SQL > Advanced SQL > WITH

Sometimes you are faced with a complex question that cannot easily be answered via a single SQL statement.

You could attempt to arrive at the answer in a single pass by using several inline views or multiple subqueries, but that will likely make your SQL difficult to understand, and some SQL varieties, such as Hive SQL, do not allow more than one subquery.

A second approach is to break the complexity down into several different steps. One way to do this is to create several tables, with each table storing the results of each step. This is often a good strategy, as this makes debugging easier, and following how the code is executed becomes more straightforward.

However, the undesirable side effect is that you need to remember to drop these tables after you are done with your analysis; otherwise these tables are left inside the database, thus creating database management issues.

The alternative to creating multiple tables is to use the WITH clause in SQL.

Syntax

The basic syntax for the WITH clause is as follows:

WITH <query_name_1> AS (
SELECT Statement 1
)
Main SELECT Statement

The usage of WITH clause is very similar to creating tables. When you create a table, you give it a name. Similarly, when you use the WITH clause, you also give it a name, and this name essentially acts like a table name in the main SQL statement.

Because WITH does not create a table or a view, the object associated with the WITH statement disappears after the main SQL statement is executed, and there is nothing to clean up.

You can also have multiple WITH clauses. The syntax is as follows:

WITH <query_name_1> AS (
SELECT Statement 1
), <query_name_2> AS (
SELECT Statement 2
),
..
<query_name_n> AS (
SELECT Statement N
)
Main SELECT Statement

To have multiple WITH clauses, you do not need to specify WITH multiple times. Rather, after the first WITH clause is completed, add a comma, then you can specify the next clause by starting with <query_name> followed by AS. There is no comma between the final WITH clause and the main SQL query.

Examples

We use the following table in our examples.

Table Store_Sales

 Store_Name  Sales 
 Los Angeles  15000 
 San Diego  2500 
 New York  3000 
 Boston  7000 

Example 1: Use With on a SELECT statement

Let's say we want to list all the stores that have more sales more than the average. To do that, we can use the following WITH statement:

WITH t1 AS (
SELECT AVG(Sales) AVG_SALES FROM Store_Sales
)
SELECT a1.* FROM Store_Sales a1, t1
WHERE a1.Sales > t1.AVG_SALES;

Result:

Store_Name Sales
Los Angeles 15000
Boston 7000

The WITH statement calculates the average sales amount (which is $6,875), then the main SQL query simply returns all rows where the value of the Sales column is larger than this average amount.
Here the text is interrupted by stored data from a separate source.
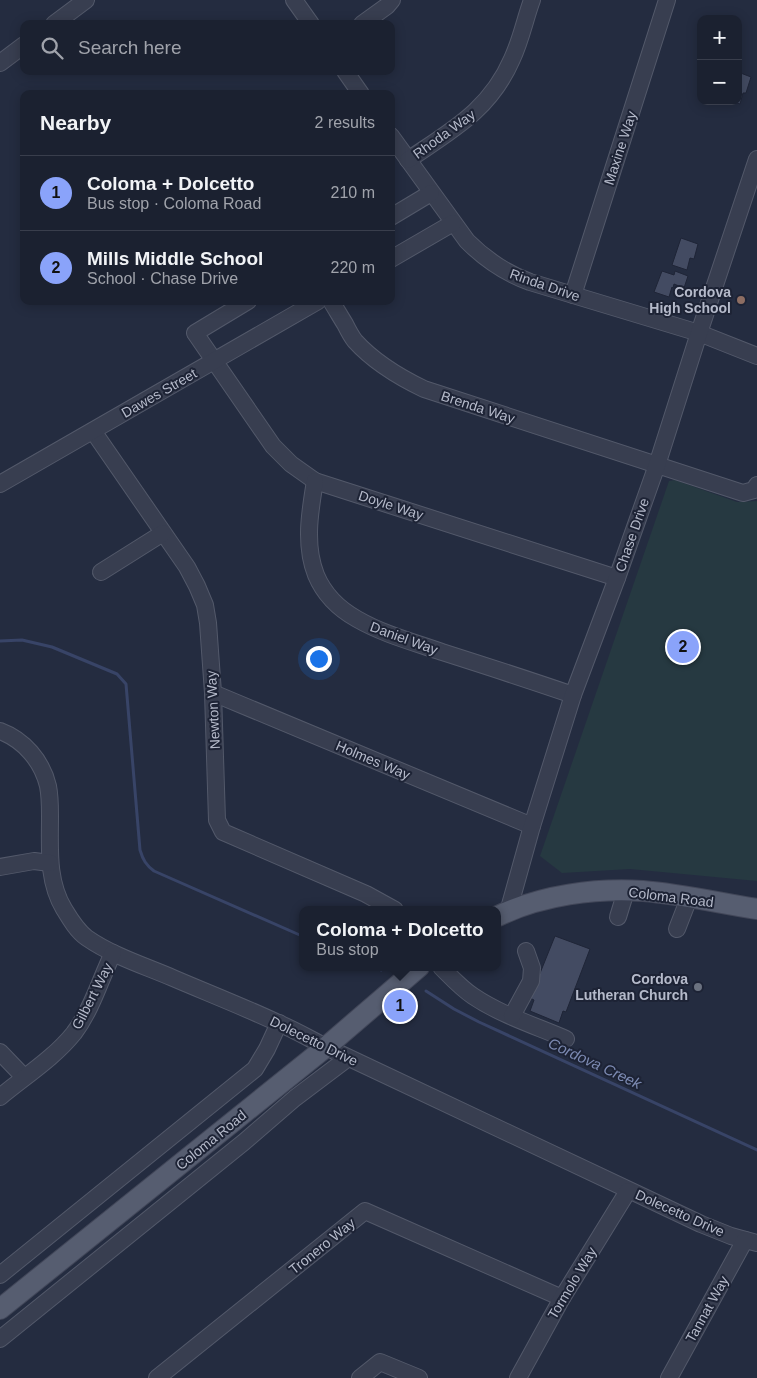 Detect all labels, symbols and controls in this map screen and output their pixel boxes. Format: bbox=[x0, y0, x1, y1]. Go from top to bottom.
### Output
map controls bbox=[697, 15, 742, 105]
button: + bbox=[697, 15, 742, 60]
search box bbox=[20, 20, 395, 75]
icon: search bbox=[38, 34, 66, 62]
text: Search here bbox=[78, 37, 182, 58]
button: − bbox=[697, 60, 742, 105]
street label: Rhoda Way bbox=[410, 106, 478, 162]
street label: Maxine Way bbox=[601, 109, 639, 187]
text: Nearby bbox=[40, 111, 111, 134]
text: 2 results bbox=[315, 114, 375, 131]
text: Coloma + Dolcetto bbox=[87, 173, 254, 194]
text: 1 bbox=[52, 184, 60, 201]
text: 210 m bbox=[331, 184, 375, 201]
text: Bus stop · Coloma Road bbox=[87, 195, 261, 212]
text: Mills Middle School bbox=[87, 248, 263, 269]
text: 2 bbox=[52, 259, 60, 276]
text: 220 m bbox=[331, 259, 375, 276]
street label: Rinda Drive bbox=[508, 266, 582, 305]
text: School · Chase Drive bbox=[87, 270, 238, 287]
place label: Cordova High School bbox=[649, 284, 731, 316]
marker: Cordova High School bbox=[735, 294, 747, 306]
street label: Dawes Street bbox=[119, 365, 199, 421]
street label: Brenda Way bbox=[439, 388, 517, 426]
street label: Doyle Way bbox=[357, 487, 425, 523]
street label: Chase Drive bbox=[612, 496, 652, 574]
street label: Daniel Way bbox=[368, 618, 440, 658]
pin: 2 bbox=[667, 628, 699, 666]
your location bbox=[306, 646, 332, 672]
street label: Newton Way bbox=[203, 670, 223, 750]
street label: Holmes Way bbox=[334, 737, 412, 783]
street label: Coloma Road bbox=[628, 884, 714, 910]
popup bbox=[299, 906, 501, 971]
text: Coloma + Dolcetto bbox=[316, 919, 484, 940]
text: Bus stop bbox=[316, 941, 379, 958]
street label: Gilbert Way bbox=[68, 960, 116, 1032]
place label: Cordova Lutheran Church bbox=[575, 971, 688, 1003]
marker: Cordova Lutheran Church bbox=[692, 981, 704, 993]
pin: 1 bbox=[384, 987, 416, 1025]
street label: Dolecetto Drive bbox=[267, 1013, 361, 1069]
water label: Cordova Creek bbox=[546, 1034, 646, 1093]
street label: Coloma Road bbox=[173, 1107, 249, 1173]
street label: Dolecetto Drive bbox=[633, 1186, 727, 1240]
street label: Tronero Way bbox=[286, 1215, 358, 1277]
street label: Tormolo Way bbox=[544, 1244, 600, 1322]
street label: Tannat Way bbox=[682, 1273, 732, 1345]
An equivalent SQL using inline view would be:

SELECT a1.* FROM Store_Sales a1,
(SELECT AVG(Sales) AVG_SALES FROM Store_Sales) t1
WHERE a1.Sales > t1.AVG_SALES;

Similarly, this can be achieved via the following SQL using subquery:

SELECT a1.* FROM Store_Sales a1
WHERE a1.Sales >
(SELECT AVG(Sales) AVG_SALES FROM Store_Sales);

Note the subquery version does not work in Hive SQL due to how Hive SQL supports subqueries.
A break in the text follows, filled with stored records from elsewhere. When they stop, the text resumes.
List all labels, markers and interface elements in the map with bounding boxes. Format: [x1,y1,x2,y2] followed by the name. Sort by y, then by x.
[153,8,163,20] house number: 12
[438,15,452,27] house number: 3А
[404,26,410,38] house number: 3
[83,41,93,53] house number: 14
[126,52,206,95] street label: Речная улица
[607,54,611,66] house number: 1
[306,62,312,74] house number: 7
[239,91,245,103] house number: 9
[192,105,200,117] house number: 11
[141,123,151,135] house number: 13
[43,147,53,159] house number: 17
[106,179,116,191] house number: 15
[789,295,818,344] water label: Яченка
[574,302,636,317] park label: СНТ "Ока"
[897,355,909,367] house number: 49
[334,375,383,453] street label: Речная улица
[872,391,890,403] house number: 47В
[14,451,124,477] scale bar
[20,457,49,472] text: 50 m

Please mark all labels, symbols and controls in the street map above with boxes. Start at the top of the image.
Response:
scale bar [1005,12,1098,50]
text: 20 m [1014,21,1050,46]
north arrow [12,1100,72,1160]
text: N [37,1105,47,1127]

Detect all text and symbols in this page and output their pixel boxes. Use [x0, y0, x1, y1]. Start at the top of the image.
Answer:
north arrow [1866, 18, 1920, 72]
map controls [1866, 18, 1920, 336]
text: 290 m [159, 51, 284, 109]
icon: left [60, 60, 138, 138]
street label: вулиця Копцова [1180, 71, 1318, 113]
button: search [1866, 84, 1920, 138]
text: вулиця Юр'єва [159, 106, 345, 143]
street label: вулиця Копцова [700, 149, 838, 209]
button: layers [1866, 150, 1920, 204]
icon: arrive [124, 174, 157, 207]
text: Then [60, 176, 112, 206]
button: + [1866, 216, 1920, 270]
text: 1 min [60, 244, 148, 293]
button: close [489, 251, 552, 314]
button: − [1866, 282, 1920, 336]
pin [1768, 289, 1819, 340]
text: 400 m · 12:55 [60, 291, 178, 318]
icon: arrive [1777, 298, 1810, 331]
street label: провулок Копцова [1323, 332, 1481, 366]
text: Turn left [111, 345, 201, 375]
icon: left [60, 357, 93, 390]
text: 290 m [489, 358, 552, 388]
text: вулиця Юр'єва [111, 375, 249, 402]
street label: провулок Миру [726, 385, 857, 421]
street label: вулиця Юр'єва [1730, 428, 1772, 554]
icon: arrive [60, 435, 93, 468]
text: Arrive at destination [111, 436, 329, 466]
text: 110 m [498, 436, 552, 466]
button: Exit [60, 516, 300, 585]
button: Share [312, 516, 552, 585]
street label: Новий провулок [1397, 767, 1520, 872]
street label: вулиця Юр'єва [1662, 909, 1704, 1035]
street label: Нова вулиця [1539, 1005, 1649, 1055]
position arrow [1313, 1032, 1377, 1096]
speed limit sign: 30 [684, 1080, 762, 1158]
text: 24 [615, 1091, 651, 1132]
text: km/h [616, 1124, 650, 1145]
Example 2: Use WITH on a CREATE TABLE statement

We can also use WITH together with a CREATE TABLE statement. Let's say we want to create a table using the WITH clause in the previous example, we would type in,

CREATE TABLE Above_Average_Sales
AS
WITH t1 AS (
SELECT AVG(Sales) AVG_SALES FROM Store_Sales
)
SELECT a1.* FROM Store_Sales a1, t1
WHERE a1.Sales > t1.AVG_SALES;

The WITH portion of the query comes after CREATE TABLE AS. Do not put the WITH clause at the beginning. The query below will give an error:

WITH t1 AS (
SELECT AVG(Sales) AVG_SALES FROM Store_Sales
)
CREATE TABLE Above_Average_Sales
AS
SELECT a1.* FROM Store_Sales a1, t1
WHERE a1.Sales > t1.AVG_SALES;

Next: SQL EXISTS

This page was last updated on October 12, 2024.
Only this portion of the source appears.